Por cierto, todas las declaraciones pro MNN parecen ignorar que este desarrollo no se va a hacer realidad en un mes. El mismo José Manuel Calvo reconocía que las primeras grúas no aparecerían hasta dentro de cinco años, por lo menos (eldiario.es, 17.4.2018).

¿Y cuál ha sido la reacción del Área de Desarrollo Urbano Sostenible desde abril de 2017? No responder a las propuestas de mejora hechas por la Plataforma Zona Norte, seguir negociando sólo en la Mesa Técnica con el BBVA y Adif, y sorprendernos dolorosamente con un nuevo proyecto en junio de 2017. El Madrid Nuevo Norte es una vuelta a los niveles brutales de edificación del plan de Ana Botella, con un mastodóntico centro de negocios, innecesario y perjudicial, y cerca de 30 torres como las de Florentino, que deja el Parque Lineal como un esquelético pasillo con algún arbusto sobre el camino del Canal de YII. El proyecto además retoma, como contrapartida “verde”, la peregrina idea de la losa para cubrir la vía de trenes. Losa sobre la que no crecerán secuoyas, que es lo único que le falta por prometer a Distrito Castellana Norte (DCN) en su publicidad desmesurada.
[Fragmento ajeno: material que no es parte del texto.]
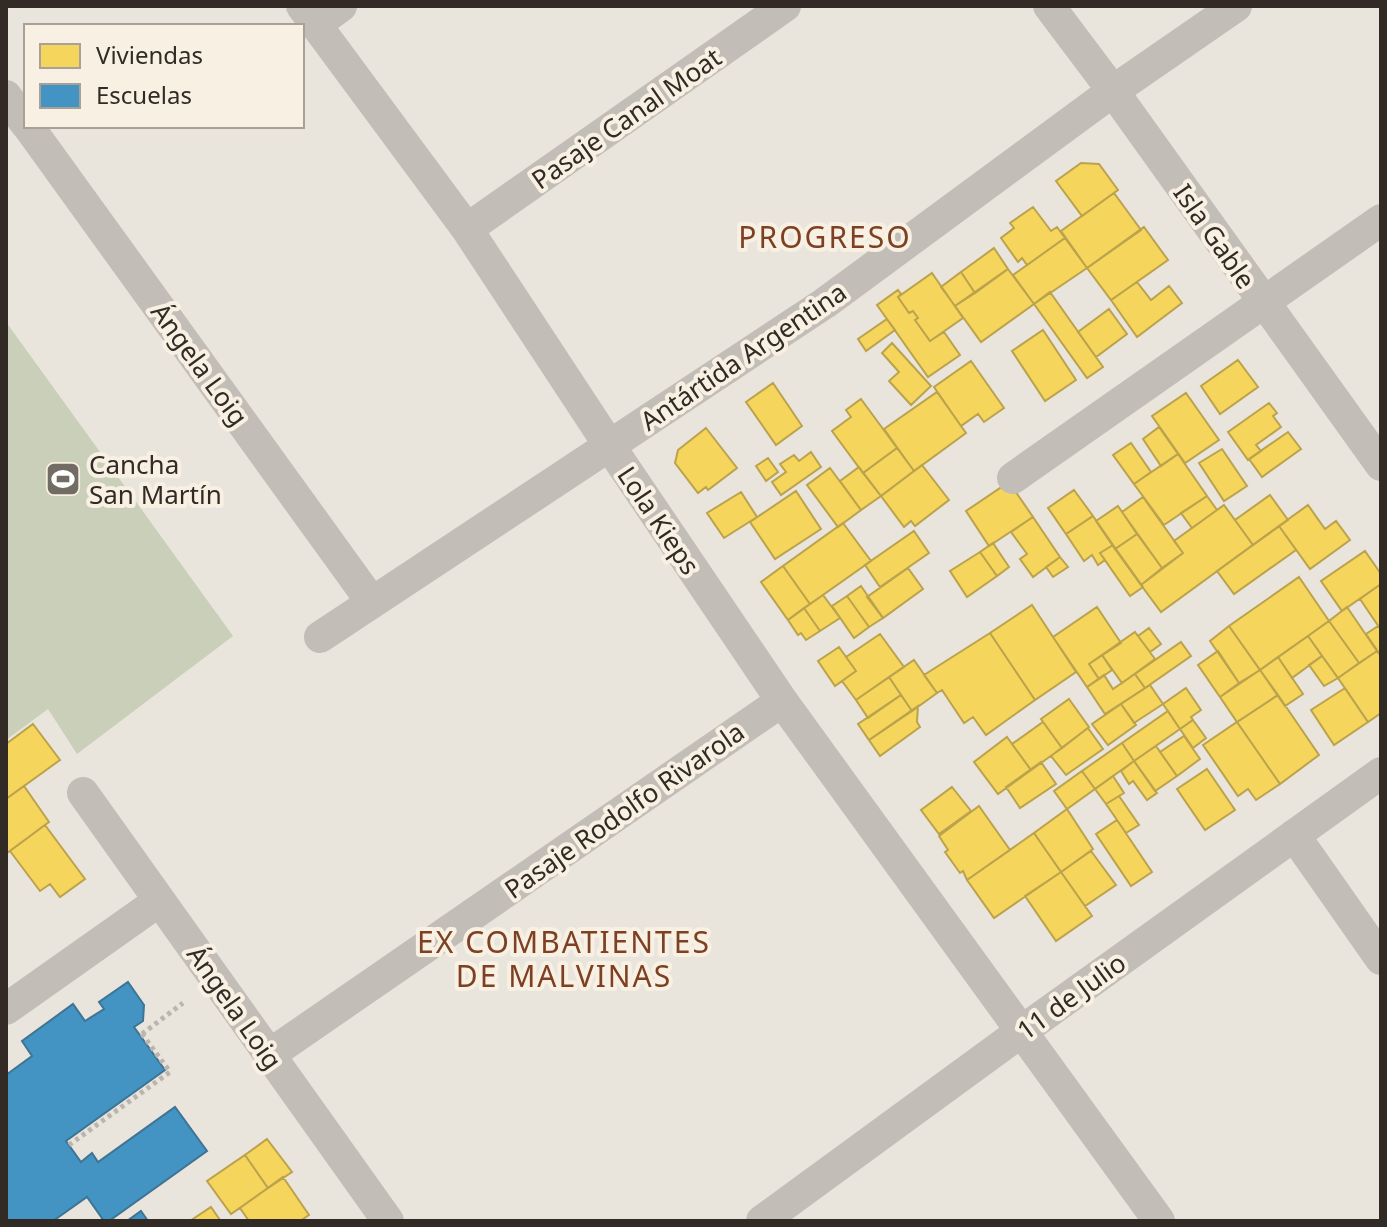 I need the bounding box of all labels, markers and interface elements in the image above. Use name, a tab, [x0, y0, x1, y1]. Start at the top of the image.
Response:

Es cierto que la última propuesta de MNN presentada en abril de 2018 recoge algunas reivindicaciones de la Plataforma Zona Norte  y de Ecologistas en Acción y Madrid Patrimonio y Cultura,  como el mantenimiento de las Ermitas de San Roque y Lourdes,  o facilitar el cruce de la Castellana desde el Hospital de la Paz y el metro de Begoña a los vecinos de San Cristóbal, pero la relevancia de estas “concesiones” es mínima frente al triunfo de la presión del sistema financiero expresado en ese centro de negocios modelo Paco el Pocero.

Por cierto, mientras los vecinos nos conformábamos con pacificar el tráfico a 30 kms/hora, MNN ofrece soterrar el tráfico. A mayor gloria de las Cuatro Torres.

Mucho oscurantismo, muy poco diálogo y mucho desdén hacia unos activistas siempre dispuestos colaborar para un Madrid mejor. Yo entendí que gobernar escuchando era otra cosa.